Week 7: Feature Extraction Flashcards
Feature Engineering
The process of changing some measurements to make them more useful for classification. Examples include translating dates to the day of weekl
Feature Selection
The process of choosing the most relevant variables that are most useful for classification. This helps reduce the risk of over-fitting and reduces the training time required for classification. It’s important to factor in how difficult it is to obtain a measurement and how informative it is. Domain knowledge and data analysis may be needed to find the proper subset of features.
Feature Extraction
The process of finding and calculating features that are functions of raw data or selected features. This helps reduce the dimensionality of the data. An example would be calculating BMI from body height and body weight.
Principal Component Analysis (PCA)
The process of taking N-D data and finding M (M \le N) orthogonal directions in which the data has the most variance.
Karhunen-Loève Transformation (KLT)
A popular method for performing PCA. First calculate the mean of all vectors. Then calculate the covariance matrix. Then being the eigenvalues (E) and eigenvectors (V) of the covariance matrix. C = VEV^T. Form matrix \hat{V}, which has the M principal components, and apply to the data: y_i = \hat{V}^T(x_i - \mu)
Neural Networks for PCA
Using zero-mean data, linear neurons, and specific learning rules, PCA can be done with neural networks.
Hebbian Learning
A learning method for PCA Neural Networks. \Delta w = \eta y x^t. This method aligns w with the 1st principal component.
Oja’s Rule
A learning method for PCA Neural Networks. \Delta w = \eta y (x^t - yw). This method aligns w with the 1st principal component, with the weight decay term causing w to approach unit length.
Sanger’s Rule
For each neuron, subtract from x the contribution of neurons representing the 1st j-1 principal components, then apply Oja’s Rule. W-j will learn the j-th principal component.
Oja’s Subspace Rule
This rule will learn the same subspace spanned by 1st n principal components (i.e. PC’s are in a random order). The rule is identical to the rule used to update the Negative Feedback Network. \Delta W = \eta y (x - W^t y)^t
Autoencoder and PCA
An autoencoder with linear units can also learn PCA using negative feedback learning (Oja’s subspace rule) and backpropagation error.
Whitening Transform
This process makes a covariance matrix in a new space equal to the identity matrix. As such, each dimension has the same variance. This is opposed to PCA, whose variances after very often unequal, with the first principal component having the greatest level of variance for the data.
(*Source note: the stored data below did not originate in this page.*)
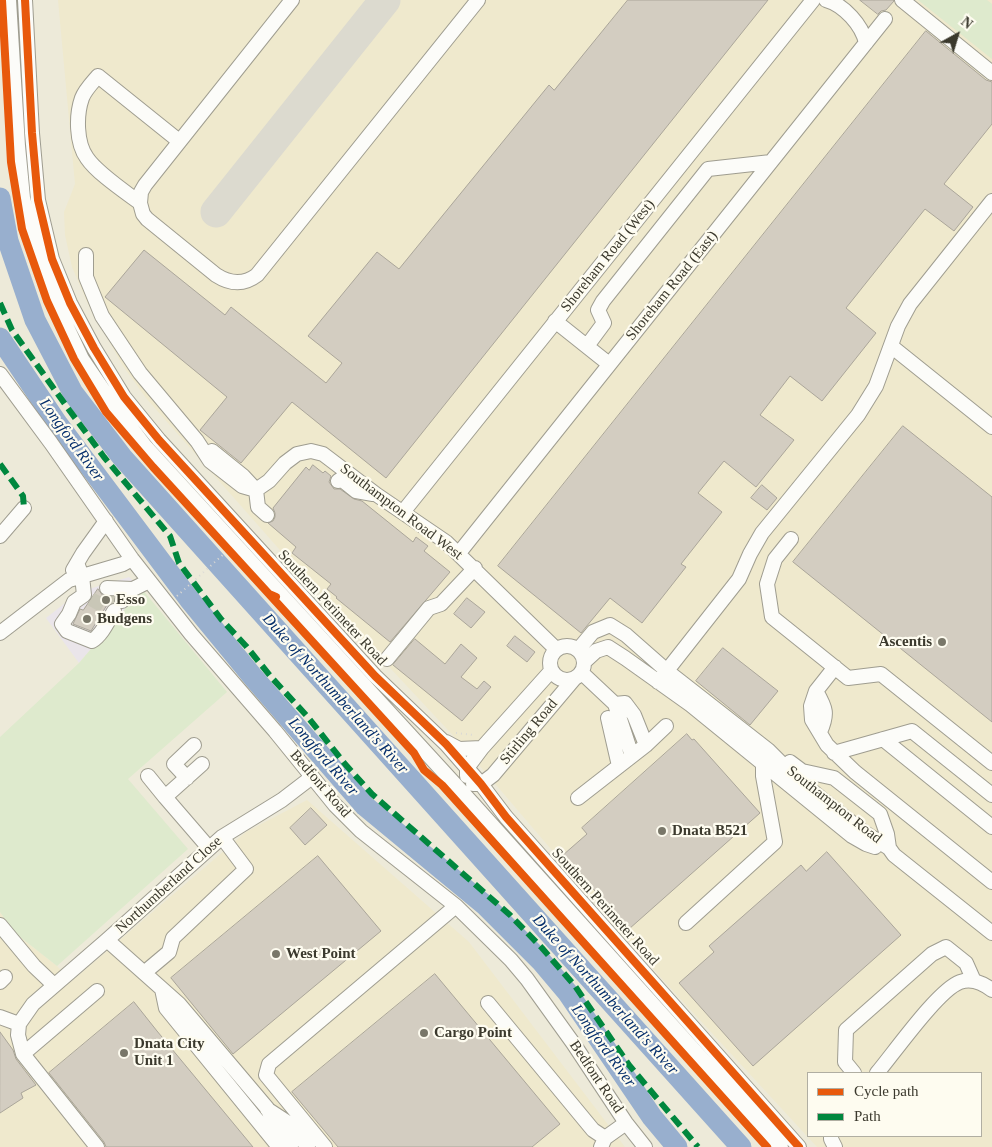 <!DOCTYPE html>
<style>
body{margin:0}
#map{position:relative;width:992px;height:1147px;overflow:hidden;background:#edead9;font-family:Georgia,serif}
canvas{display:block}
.legend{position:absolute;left:807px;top:1072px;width:175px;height:65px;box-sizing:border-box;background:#fefcf0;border:1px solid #b0aea2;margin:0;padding:6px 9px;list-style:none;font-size:15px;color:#3b392d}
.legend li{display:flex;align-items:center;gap:10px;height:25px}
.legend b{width:25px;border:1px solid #b0aea2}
.north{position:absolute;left:932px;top:10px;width:50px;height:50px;-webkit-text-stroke:4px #fefcf0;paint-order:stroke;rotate:39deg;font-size:14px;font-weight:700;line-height:20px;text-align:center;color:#3b392d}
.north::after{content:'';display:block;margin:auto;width:18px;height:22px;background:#3b392d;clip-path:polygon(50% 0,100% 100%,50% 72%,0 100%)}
</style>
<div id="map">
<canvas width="992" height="1147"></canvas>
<ul class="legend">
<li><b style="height:6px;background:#e8590c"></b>Cycle path</li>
<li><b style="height:6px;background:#00873e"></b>Path</li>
</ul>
<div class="north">N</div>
</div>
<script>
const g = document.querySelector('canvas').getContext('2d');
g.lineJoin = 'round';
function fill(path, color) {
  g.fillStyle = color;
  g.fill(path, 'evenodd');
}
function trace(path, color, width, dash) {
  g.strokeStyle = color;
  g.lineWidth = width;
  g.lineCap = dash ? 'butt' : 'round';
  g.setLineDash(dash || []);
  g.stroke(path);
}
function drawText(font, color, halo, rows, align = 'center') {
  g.font = font + ' Georgia,serif';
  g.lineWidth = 4.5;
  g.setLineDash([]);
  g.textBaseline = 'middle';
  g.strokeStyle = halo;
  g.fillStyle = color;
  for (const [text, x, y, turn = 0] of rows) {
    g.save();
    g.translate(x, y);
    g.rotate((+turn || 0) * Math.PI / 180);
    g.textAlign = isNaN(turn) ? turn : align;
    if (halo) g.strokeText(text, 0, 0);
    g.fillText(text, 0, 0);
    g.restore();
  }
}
const commercial = new Path2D(`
 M129,577L142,589L79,663L46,618L79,592Z`);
const built = new Path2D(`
 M58,0H992V1147H817L663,980L461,744L279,549L146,398L123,366L87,302L72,267L65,235L64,212L75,184ZM808,1073H981V1136H808Z
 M307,800L469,942L625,1147H0V912L15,933L57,966L71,982L246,832Z`);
const green = new Path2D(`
 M918,0H987L992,4V59Z
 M142,589L227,692L128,779L188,849L57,966L15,933L0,912V737L79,663Z`);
const river = new Path2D(`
 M0,198L8,241L35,320L73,393L122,457L741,1147
 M0,338L57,423L189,599L253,677L365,806L486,906L541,961L568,993L652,1117L677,1147`);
const taxiway = new Path2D(`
 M216,212L385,0`);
const building = new Path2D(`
 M628,0H768L386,478L292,402L241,463L200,430L227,397L105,297L144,250L225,315L231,307L326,383L342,363L308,336L377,252L399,269L549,85L554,90Z
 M860,0H893L894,1L886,10L881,11L878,14Z
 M926,31L986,80L992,82V124L944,184L973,207L954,231L925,209L846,308L876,333L822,401L790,376L760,415L794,440L756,487L724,461L698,493L722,512L681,564L686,567L642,623L610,598L581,633L498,566Z
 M903,426L992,497V722L793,562Z
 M313,465L323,473L325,471L331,476L329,482L334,489H340L354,499L362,501L413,542L416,537L428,546L424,551L450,572L390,642L336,598L337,597L327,589L331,584L292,553L296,547L268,523L273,521L275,517V513L273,508L306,467L309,470Z
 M762,485L777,498L767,510L751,498Z
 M98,589L103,596L114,597V602L107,605L91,631L73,624L80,609L83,610Z
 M467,598L485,612L471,628L454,614Z
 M515,636L535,652L527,662L507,646Z
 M415,639L445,664L461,644L477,658L461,677L477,689L484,681L491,687L462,721L393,665Z
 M723,648L778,691L750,725L696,681Z
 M687,734L692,740L694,739L760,813L629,929L563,855L587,834L582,828Z
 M311,808L327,825L305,845L290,828Z
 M827,852L901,935L753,1066L679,983L714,952L709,946L801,865L806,871Z
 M318,856L381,931L233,1054L171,978Z
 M435,974L560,1124L532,1147H338L292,1092Z
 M134,1002L157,1031L253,1147H106L104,1142L49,1073Z
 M0,1032L13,1050L16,1059L36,1085L21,1093L23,1098L0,1113Z`);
const minorTunnel = new Path2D(`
 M91,599L105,607L117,597`);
const path = new Path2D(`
 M177,596L226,552
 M456,733L474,735`);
const minor = new Path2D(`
 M9,0L18,146L23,198L35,245L58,308L82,359L112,403L145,446L474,805L781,1147
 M25,0L32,133L38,200L52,259L70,303L94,348L124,397L159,440L375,676L446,744L481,784L506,817L799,1147
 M292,0L145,185L141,192L140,203L143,214L147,219L216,275C230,284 244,285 257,275L478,0
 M826,0C844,5 862,25 866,43
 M902,0L992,73
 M140,203C124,191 97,173 87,158C76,143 76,115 82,98C85,90 92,83 98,76L179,141
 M86,255V277L102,316L140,373L197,441L210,461L242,486L256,490
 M555,321L609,364
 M587,346L604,323L598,310L603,301L708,169L771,162
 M891,346L992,427
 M0,374L51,443L132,559L191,634L275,731L335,805L361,831L456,906L511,960L527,979L573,1043L626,1123L645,1147
 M212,451L243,476L256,490L258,507L267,515
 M338,481L341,479L356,491L373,494
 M256,490L269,481L285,463L297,454L311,451L323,454L377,495L446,542L556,649
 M403,512L813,0
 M0,536L24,508
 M791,539L775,559L767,584L772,617L848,678L881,674L992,763
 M459,553L885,19
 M77,563L82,576L84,595L74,602L69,614L62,624L67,631L92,641C102,635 108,621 114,611
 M73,570L83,553L106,521
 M107,588L133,589
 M122,601L133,589L149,581
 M0,633L69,580L123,564L132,559
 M550 663a17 17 0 1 1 34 0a17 17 0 1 1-34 0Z
 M578,650L593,632L610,625L626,635L667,671L768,750L794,776L823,800L865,833L889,848L894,855L992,933
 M387,659L429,608L441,604L475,568
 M584,662L596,651L608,647L625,658L691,705L852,836L866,844L875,847
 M835,667L816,691L811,706L812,720L827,745L855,772L992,882
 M582,673L615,704L632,756
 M658,682L739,579L750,554L762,533L858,415L876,386L898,326L910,304L992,201
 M816,691C826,708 828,714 820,732
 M615,704L625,703L634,715L646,745
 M608,718L619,766
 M883,739L992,827
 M446,742L459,749L482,748
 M834,753L912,731L992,795
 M790,762L802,771L834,778L880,814L887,834L889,848
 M202,764L165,797L209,848
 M148,776L165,797
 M467,776V768L482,748L551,671
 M187,778L174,764L194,745
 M473,784H481L493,775L574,679
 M578,798L646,745L666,726
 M686,923L775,842L763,776V762
 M0,925L34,966L54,985
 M107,940L179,1004L267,1108L277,1129L291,1147
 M144,973L169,952L173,938L246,869L222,837
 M0,982L5,977
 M162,989L166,1008L279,1147
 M488,1003L593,1130L605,1138
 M0,1017L19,1024
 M23,1054L97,991
 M854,1073L845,1062L846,1030L932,954L946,947L966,963L974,981
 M877,1073C894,1053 938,990 960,982C971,978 983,983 992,990
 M267,1109L287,1122L308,1147
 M831,1136V1139L835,1147
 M97,1147L23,1054L18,1035L19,1024L33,1004L107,940L222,837L282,800L312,777
 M325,1147L266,1075L269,1064L456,906
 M601,1147L605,1138L626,1123`);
const quiet = new Path2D(`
 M0,303L12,330L67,407L104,457L170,536L179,563L221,619L246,646L272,678L307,716L345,764L372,794L510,915L542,948L575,986L629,1065L698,1147
 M0,464L23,496L24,508`);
const cycleway = new Path2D(`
 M2,0L11,162L22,229L47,301L74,359L106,412L153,467L269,594L276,597
 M25,0L32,133L38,200L52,259L70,303L94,348L124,397L159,440L375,676L446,744L481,784L506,817L799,1147
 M269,594L414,753L424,770L442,785L767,1147`);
const markers = [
 [106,600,5,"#797769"],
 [87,619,5,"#797769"],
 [942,642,5,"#797769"],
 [662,831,5,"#797769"],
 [276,954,5,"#797769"],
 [424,1033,5,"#797769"],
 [124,1053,5,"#797769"]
];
const streetNames = [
 ["Shoreham Road (West)",608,256,-51],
 ["Shoreham Road (East)",672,286,-51],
 ["Southampton Road West",401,512,37],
 ["Southern Perimeter Road",332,608,47],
 ["Stirling Road",529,732,-50],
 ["Bedfont Road",320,784,49],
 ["Southampton Road",834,805,38],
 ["Northumberland Close",169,885,-42],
 ["Southern Perimeter Road",605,907,48],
 ["Bedfont Road",596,1077,56]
];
const poiNames = [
 ["Esso",116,600],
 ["Budgens",97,619],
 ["Ascentis",932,642,"right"],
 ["Dnata B521",672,831],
 ["West Point",286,954],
 ["Cargo Point",434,1033],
 ["Dnata City",134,1044],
 ["Unit 1",134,1061]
];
const waterNames = [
 ["Longford River",71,440,54],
 ["Duke of Northumberland's River",335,694,48],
 ["Longford River",323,757,49],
 ["Duke of Northumberland's River",605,995,48],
 ["Longford River",603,1046,54]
];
fill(commercial, '#eae5ea');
fill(built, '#efe9cd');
fill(green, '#deeacd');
trace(river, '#98afce', 21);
trace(taxiway, '#dcdacf', 31);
fill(building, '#d3cdc1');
trace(building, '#aba69a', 1);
trace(minorTunnel, '#c9c7b7', 14, [14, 7]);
trace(minor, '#9f9d90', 16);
trace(path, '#dbdad5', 2, [1, 4]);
trace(minor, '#fcfcf9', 14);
trace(quiet, '#00873e', 6, [12, 6]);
trace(cycleway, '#e8590c', 8);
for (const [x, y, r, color] of markers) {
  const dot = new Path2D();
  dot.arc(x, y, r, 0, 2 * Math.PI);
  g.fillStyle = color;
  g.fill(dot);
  trace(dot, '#fefcf0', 2);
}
drawText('15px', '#3b392d', '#fefcf0', streetNames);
drawText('bold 15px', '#3b392d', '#fefcf0', poiNames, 'left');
drawText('italic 16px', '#042e6b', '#fefcf0', waterNames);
</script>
Linear Discriminant Analysis (LDA)
As PCA is unsupervised, it may remove discriminative dimensions. This may result in overlap between samples of different classes when projecting onto the principal components. LDA looks for maximally discriminative projections. This requires feature extraction to be informed by class labels (i.e. supervised learning). Overlap between elements from different categories is minimised.
Fisher’s Method
This is used in LDA. Fisher’s Method seeks to find w that maximises J(w) = sb/sw. Between class scatter (sb) needs to be maximised. Within class scatter (sw) needs to be minimised. sb = (w(m_1 - m2))^2, m_i = (1/n) \sum_{x \in \omega_i} x. sw = s_1^2 + s_2^2. s_i^2 = \sum_{x \in \omega_i}(w(x - m_i))^2
Independent Component Analysis (ICA)
ICA finds statistically independent components, unlike PCA, which finds uncorrelated components. For Gaussian distributions, uncorrelated is the same as independence. But for non-Gaussian distributions, ICA and PCA results diverge.